Perry has heard him, but for a moment nonetheless he remains lost in thought, long fingers bunched to his brow as he stares sightlessly ahead of him.

‘Tom tells the truth, Dima,’ he concedes at last. ‘He’s given me his promise too. I believe him.’

14

Luke picked up Gail and Perry from Zurich-Kloten Airport at four o’clock on the following afternoon, Tuesday, after they had spent an uneasy night in the flat in Primrose Hill, both wakeful, each worried about different things: Gail mostly about Natasha – why the sudden silence? – but also about the little girls. Perry about Dima and the unsettling thought that Hector would henceforth be directing operations from London, and Luke would have command and control in the field with back-up from Ollie and, by default, himself.

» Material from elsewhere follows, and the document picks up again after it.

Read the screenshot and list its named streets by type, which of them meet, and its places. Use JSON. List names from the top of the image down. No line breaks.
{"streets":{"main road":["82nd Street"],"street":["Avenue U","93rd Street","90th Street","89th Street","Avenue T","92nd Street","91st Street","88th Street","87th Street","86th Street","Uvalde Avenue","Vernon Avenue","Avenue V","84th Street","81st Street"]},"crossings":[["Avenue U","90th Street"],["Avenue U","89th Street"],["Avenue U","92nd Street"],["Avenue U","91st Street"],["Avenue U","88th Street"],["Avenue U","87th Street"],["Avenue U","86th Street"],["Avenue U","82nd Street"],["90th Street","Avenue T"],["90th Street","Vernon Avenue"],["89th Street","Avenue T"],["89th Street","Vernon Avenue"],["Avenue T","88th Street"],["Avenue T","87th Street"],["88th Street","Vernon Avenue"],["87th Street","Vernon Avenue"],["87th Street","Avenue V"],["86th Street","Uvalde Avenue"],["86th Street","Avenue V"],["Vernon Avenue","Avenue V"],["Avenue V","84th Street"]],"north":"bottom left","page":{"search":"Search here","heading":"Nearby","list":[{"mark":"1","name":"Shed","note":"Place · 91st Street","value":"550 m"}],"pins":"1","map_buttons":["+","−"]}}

From the airport, Luke drove them to an ancient village Gasthof in a valley a few miles to the west of Berne’s city centre. The Gasthof was charming. The valley, once idyllic, was a depressing development of characterless apartment blocks, neon signs, pylons and a porno shop. Luke waited for Perry and Gail to check in, then sat with them over a beer in a quiet corner of the Gaststube. Soon they were joined by Ollie, not in a beret any more, but a broad-brimmed black fedora hat which he wore rakishly over one eye, but otherwise his irrepressible self.

*

Luke quietly delivered himself of the latest news. His manner towards Gail was taut and distant, the very opposite of flirtatious. Hector’s preferred option, he informed the gathering, was a non-starter. After taking soundings in London – he did not mention Matlock in front of Perry and Gail – Hector saw no chance of obtaining clearance to fly Dima and family to England immediately after tomorrow’s signing, and had therefore set in motion his fall-back, namely a safe house within Switzerland’s borders until he got the green light. Hector and Luke had thought long and hard about where this should be, and
concluded that, given the family’s complexity, remote was not synonymous with secret.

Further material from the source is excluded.